(Records shown Opens)

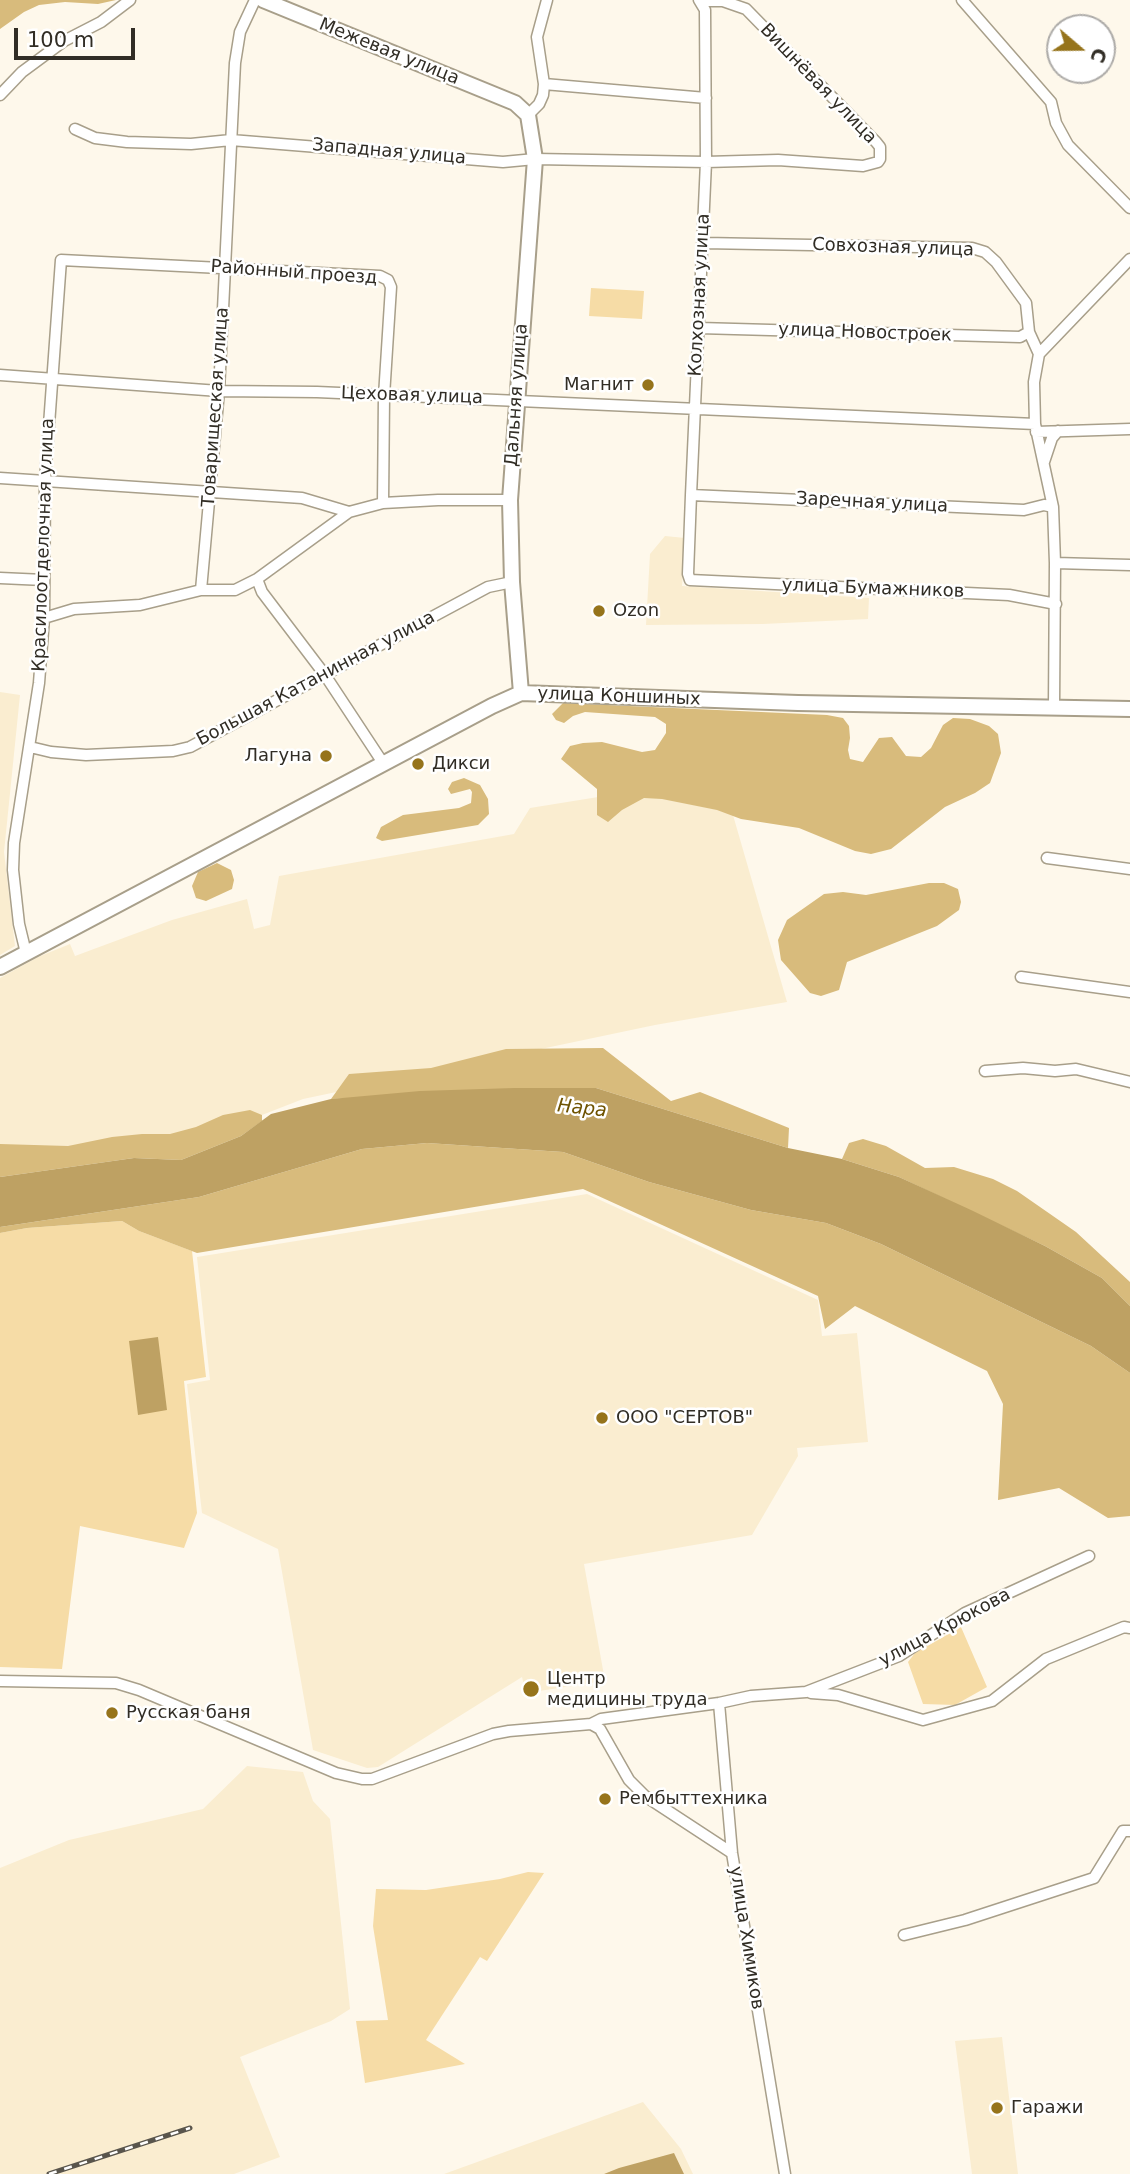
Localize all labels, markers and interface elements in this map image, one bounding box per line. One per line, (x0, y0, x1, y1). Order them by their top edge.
scale bar (18, 14, 138, 58)
street label: Межевая улица (316, 14, 462, 90)
north arrow (1046, 14, 1116, 84)
street label: Вишнёвая улица (755, 19, 881, 149)
text: 100 m (27, 28, 94, 52)
text: С (1086, 45, 1112, 66)
street label: Западная улица (311, 135, 467, 169)
street label: Колхозная улица (685, 213, 715, 377)
street label: Совхозная улица (812, 234, 974, 262)
street label: Районный проезд (210, 256, 378, 290)
street label: Товарищеская улица (198, 306, 234, 508)
street label: улица Новостроек (778, 319, 952, 347)
street label: Дальняя улица (501, 323, 533, 467)
place label: Магнит (564, 374, 634, 396)
marker: Магнит (640, 377, 656, 393)
street label: Цеховая улица (341, 383, 483, 409)
street label: Красилоотделочная улица (29, 418, 59, 672)
street label: Заречная улица (795, 488, 949, 518)
street label: улица Бумажников (781, 575, 965, 603)
place label: Ozon (613, 600, 659, 622)
marker: Ozon (591, 603, 607, 619)
street label: Большая Катанинная улица (193, 607, 439, 751)
street label: улица Коншиных (537, 683, 701, 711)
place label: Лагуна (245, 745, 312, 767)
marker: Лагуна (318, 748, 334, 764)
place label: Дикси (432, 753, 490, 775)
marker: Дикси (410, 756, 426, 772)
water label: Нара (556, 1095, 608, 1123)
place label: ООО "СЕРТОВ" (616, 1407, 753, 1429)
marker: ООО "СЕРТОВ" (594, 1410, 610, 1426)
street label: улица Крюкова (876, 1584, 1014, 1672)
place label: Центр медицины труда (547, 1668, 707, 1710)
marker: Центр медицины труда (521, 1679, 541, 1699)
place label: Русская баня (126, 1702, 250, 1724)
marker: Русская баня (104, 1705, 120, 1721)
place label: Рембыттехника (619, 1788, 768, 1810)
marker: Рембыттехника (597, 1791, 613, 1807)
street label: улица Химиков (724, 1865, 768, 2011)
place label: Гаражи (1011, 2097, 1083, 2119)
marker: Гаражи (989, 2100, 1005, 2116)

(Records shown Closes)

### Your task
Once the pictures are set aside, give every line above again without alteration.

### Response
Localize all labels, markers and interface elements in this map image, one bounding box per line. One per line, (x0, y0, x1, y1). Order them by their top edge.
scale bar (18, 14, 138, 58)
street label: Межевая улица (316, 14, 462, 90)
north arrow (1046, 14, 1116, 84)
street label: Вишнёвая улица (755, 19, 881, 149)
text: 100 m (27, 28, 94, 52)
text: С (1086, 45, 1112, 66)
street label: Западная улица (311, 135, 467, 169)
street label: Колхозная улица (685, 213, 715, 377)
street label: Совхозная улица (812, 234, 974, 262)
street label: Районный проезд (210, 256, 378, 290)
street label: Товарищеская улица (198, 306, 234, 508)
street label: улица Новостроек (778, 319, 952, 347)
street label: Дальняя улица (501, 323, 533, 467)
place label: Магнит (564, 374, 634, 396)
marker: Магнит (640, 377, 656, 393)
street label: Цеховая улица (341, 383, 483, 409)
street label: Красилоотделочная улица (29, 418, 59, 672)
street label: Заречная улица (795, 488, 949, 518)
street label: улица Бумажников (781, 575, 965, 603)
place label: Ozon (613, 600, 659, 622)
marker: Ozon (591, 603, 607, 619)
street label: Большая Катанинная улица (193, 607, 439, 751)
street label: улица Коншиных (537, 683, 701, 711)
place label: Лагуна (245, 745, 312, 767)
marker: Лагуна (318, 748, 334, 764)
place label: Дикси (432, 753, 490, 775)
marker: Дикси (410, 756, 426, 772)
water label: Нара (556, 1095, 608, 1123)
place label: ООО "СЕРТОВ" (616, 1407, 753, 1429)
marker: ООО "СЕРТОВ" (594, 1410, 610, 1426)
street label: улица Крюкова (876, 1584, 1014, 1672)
place label: Центр медицины труда (547, 1668, 707, 1710)
marker: Центр медицины труда (521, 1679, 541, 1699)
place label: Русская баня (126, 1702, 250, 1724)
marker: Русская баня (104, 1705, 120, 1721)
place label: Рембыттехника (619, 1788, 768, 1810)
marker: Рембыттехника (597, 1791, 613, 1807)
street label: улица Химиков (724, 1865, 768, 2011)
place label: Гаражи (1011, 2097, 1083, 2119)
marker: Гаражи (989, 2100, 1005, 2116)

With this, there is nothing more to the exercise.